The GPU device that I have is GeForce GT 750M, which I found is compute capability 3.0. I downloaded the CUDA code found here: (https://github.com/ChenglongChen/word2vec_cbow. Its makefile had the flag -arch=sm_35
in makefile
.
Since my device is compute capability 3.0, I changed the flag to -arch=sm_30
. It compiled fine, but when I run the code, I get the following error:
word2vec.cu 449 : unspecified launch failure
word2vec.cu 449 : unspecified launch failure
It shows it multiple times, because there are multiple CPU threads launching the CUDA kernel. Please note that the threads do not use different streams to launch the kernel, so the kernel launches are all in order.
Now, when I let the flag be, i.e. -arch=sm_35
, then the code runs fine. Can someone please explain why the code won't run when I set the flag to match my device?
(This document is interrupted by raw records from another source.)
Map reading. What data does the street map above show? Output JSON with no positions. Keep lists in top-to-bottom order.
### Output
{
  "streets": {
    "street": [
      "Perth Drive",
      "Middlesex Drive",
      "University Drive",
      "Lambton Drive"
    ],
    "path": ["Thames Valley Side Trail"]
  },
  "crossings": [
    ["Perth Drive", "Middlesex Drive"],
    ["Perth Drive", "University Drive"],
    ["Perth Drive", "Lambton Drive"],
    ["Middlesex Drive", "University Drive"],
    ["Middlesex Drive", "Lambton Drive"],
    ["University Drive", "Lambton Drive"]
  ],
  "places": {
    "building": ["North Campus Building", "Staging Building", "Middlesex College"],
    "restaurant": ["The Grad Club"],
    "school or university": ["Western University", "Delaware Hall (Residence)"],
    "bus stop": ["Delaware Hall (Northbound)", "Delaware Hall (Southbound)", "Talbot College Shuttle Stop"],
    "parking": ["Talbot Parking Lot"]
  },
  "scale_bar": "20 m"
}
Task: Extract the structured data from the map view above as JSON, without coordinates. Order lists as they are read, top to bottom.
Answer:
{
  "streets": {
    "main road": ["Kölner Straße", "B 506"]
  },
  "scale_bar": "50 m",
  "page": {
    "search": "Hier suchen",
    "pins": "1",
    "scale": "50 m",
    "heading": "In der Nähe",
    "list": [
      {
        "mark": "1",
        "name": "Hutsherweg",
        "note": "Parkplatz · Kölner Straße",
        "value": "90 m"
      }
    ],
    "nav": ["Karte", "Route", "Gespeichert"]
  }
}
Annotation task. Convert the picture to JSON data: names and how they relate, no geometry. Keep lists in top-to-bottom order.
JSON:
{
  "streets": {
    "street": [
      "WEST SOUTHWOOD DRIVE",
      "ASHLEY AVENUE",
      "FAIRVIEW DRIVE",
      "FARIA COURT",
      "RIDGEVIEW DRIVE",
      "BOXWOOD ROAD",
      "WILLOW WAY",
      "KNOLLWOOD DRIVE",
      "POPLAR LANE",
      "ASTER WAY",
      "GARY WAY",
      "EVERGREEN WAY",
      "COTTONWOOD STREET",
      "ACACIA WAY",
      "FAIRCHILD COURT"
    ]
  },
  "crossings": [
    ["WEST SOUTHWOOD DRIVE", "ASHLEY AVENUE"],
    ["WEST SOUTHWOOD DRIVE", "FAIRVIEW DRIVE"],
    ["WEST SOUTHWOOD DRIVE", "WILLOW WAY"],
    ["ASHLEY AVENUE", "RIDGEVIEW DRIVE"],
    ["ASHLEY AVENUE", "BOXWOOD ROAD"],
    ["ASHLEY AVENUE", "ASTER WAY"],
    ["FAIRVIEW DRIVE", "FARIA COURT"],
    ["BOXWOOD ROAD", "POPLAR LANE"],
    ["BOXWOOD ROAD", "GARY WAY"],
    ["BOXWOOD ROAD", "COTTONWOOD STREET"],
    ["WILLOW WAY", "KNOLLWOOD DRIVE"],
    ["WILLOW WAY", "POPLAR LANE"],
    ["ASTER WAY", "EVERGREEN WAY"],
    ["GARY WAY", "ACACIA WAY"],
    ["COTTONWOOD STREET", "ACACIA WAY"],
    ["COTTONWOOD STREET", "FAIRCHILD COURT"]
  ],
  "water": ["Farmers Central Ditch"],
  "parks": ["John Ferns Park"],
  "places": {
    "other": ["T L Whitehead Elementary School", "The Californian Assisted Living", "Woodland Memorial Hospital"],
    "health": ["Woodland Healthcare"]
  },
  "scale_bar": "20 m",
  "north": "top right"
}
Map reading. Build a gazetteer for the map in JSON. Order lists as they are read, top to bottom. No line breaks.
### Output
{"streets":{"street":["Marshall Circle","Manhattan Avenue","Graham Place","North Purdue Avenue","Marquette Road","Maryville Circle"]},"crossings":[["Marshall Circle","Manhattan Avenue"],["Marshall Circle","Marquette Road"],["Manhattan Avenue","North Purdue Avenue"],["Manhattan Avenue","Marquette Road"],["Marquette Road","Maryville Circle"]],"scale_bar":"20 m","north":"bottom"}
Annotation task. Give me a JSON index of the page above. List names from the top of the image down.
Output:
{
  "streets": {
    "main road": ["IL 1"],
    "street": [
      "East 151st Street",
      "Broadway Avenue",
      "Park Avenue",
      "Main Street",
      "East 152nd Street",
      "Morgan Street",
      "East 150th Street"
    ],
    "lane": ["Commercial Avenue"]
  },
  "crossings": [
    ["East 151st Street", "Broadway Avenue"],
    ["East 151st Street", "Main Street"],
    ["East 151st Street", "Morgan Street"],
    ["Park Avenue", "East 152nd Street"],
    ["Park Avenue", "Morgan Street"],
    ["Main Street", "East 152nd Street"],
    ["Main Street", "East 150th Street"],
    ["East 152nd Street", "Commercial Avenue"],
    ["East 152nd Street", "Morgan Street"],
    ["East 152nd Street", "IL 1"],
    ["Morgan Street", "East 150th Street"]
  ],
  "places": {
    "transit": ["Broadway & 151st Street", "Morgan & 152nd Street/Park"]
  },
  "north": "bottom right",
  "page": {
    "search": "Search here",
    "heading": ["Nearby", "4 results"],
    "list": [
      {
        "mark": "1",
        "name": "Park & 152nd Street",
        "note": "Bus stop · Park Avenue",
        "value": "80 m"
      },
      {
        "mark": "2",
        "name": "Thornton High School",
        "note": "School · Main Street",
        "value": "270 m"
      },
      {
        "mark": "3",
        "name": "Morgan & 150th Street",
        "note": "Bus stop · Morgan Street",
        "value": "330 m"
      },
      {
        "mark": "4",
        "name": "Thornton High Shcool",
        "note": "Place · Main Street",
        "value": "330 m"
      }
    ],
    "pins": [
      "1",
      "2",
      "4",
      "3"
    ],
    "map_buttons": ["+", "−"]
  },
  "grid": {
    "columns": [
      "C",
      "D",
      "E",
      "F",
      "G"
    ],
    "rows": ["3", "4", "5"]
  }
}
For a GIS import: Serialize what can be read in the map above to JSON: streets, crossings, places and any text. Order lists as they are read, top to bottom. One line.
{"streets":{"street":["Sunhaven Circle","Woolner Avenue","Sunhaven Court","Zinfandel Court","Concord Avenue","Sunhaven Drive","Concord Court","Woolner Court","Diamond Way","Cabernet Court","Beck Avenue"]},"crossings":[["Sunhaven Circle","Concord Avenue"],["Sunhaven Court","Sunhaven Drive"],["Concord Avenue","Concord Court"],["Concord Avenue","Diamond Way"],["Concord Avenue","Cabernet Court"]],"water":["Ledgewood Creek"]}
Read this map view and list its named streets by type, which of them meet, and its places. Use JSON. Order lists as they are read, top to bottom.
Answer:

Unfortunately your conclusion that the code works when compiled for sm_35 and run on an sm_30 GPU is incorrect. The culprit is this:
void cbow_cuda(long window, long negative, float alpha, long sentence_length,
int *sen, long layer1_size, float *syn0, long hs, float *syn1,
float *expTable, int *vocab_codelen, char *vocab_code,
int *vocab_point, int *table, long table_size,
long vocab_size, float *syn1neg){
int blockSize = 256;
int gridSize = (sentence_length)/(blockSize/32);
size_t smsize = (blockSize/32)*(2*layer1_size+3)*sizeof(float);
//printf("sm size is %d\n", smsize);
//fflush(stdout);
cbow_kernel<1><<<gridSize, blockSize, smsize>>>
(window, negative, alpha, sentence_length, sen,
layer1_size, syn0, syn1, expTable, vocab_codelen,
vocab_code, vocab_point, table, table_size,
vocab_size, syn1neg);
}
This code will silently fail if the kernel launch fails because of incomplete API error checking. And the kernel launch does fail if you build for sm_35 and run on sm_30. If you change the code of that function to this (adding kernel launch error checking):
void cbow_cuda(long window, long negative, float alpha, long sentence_length,
int *sen, long layer1_size, float *syn0, long hs, float *syn1,
float *expTable, int *vocab_codelen, char *vocab_code,
int *vocab_point, int *table, long table_size,
long vocab_size, float *syn1neg){
int blockSize = 256;
int gridSize = (sentence_length)/(blockSize/32);
size_t smsize = (blockSize/32)*(2*layer1_size+3)*sizeof(float);
//printf("sm size is %d\n", smsize);
//fflush(stdout);
cbow_kernel<1><<<gridSize, blockSize, smsize>>>
(window, negative, alpha, sentence_length, sen,
layer1_size, syn0, syn1, expTable, vocab_codelen,
vocab_code, vocab_point, table, table_size,
vocab_size, syn1neg);
checkCUDAError( cudaPeekAtLastError() );
}
and compile and run it for sm_35, you should get this on an sm_30 device:
~/cbow/word2vec_cbow$ make
nvcc word2vec.cu -o word2vec -O3 -Xcompiler -march=native -w -Xptxas="-v" -arch=sm_35 -lineinfo
ptxas info : 0 bytes gmem
ptxas info : Compiling entry function '_Z11cbow_kernelILx1EEvllflPKilPVfS3_PKfS1_PKcS1_S1_llS3_' for 'sm_35'
ptxas info : Function properties for _Z11cbow_kernelILx1EEvllflPKilPVfS3_PKfS1_PKcS1_S1_llS3_
0 bytes stack frame, 0 bytes spill stores, 0 bytes spill loads
ptxas info : Used 34 registers, 448 bytes cmem[0], 8 bytes cmem[2]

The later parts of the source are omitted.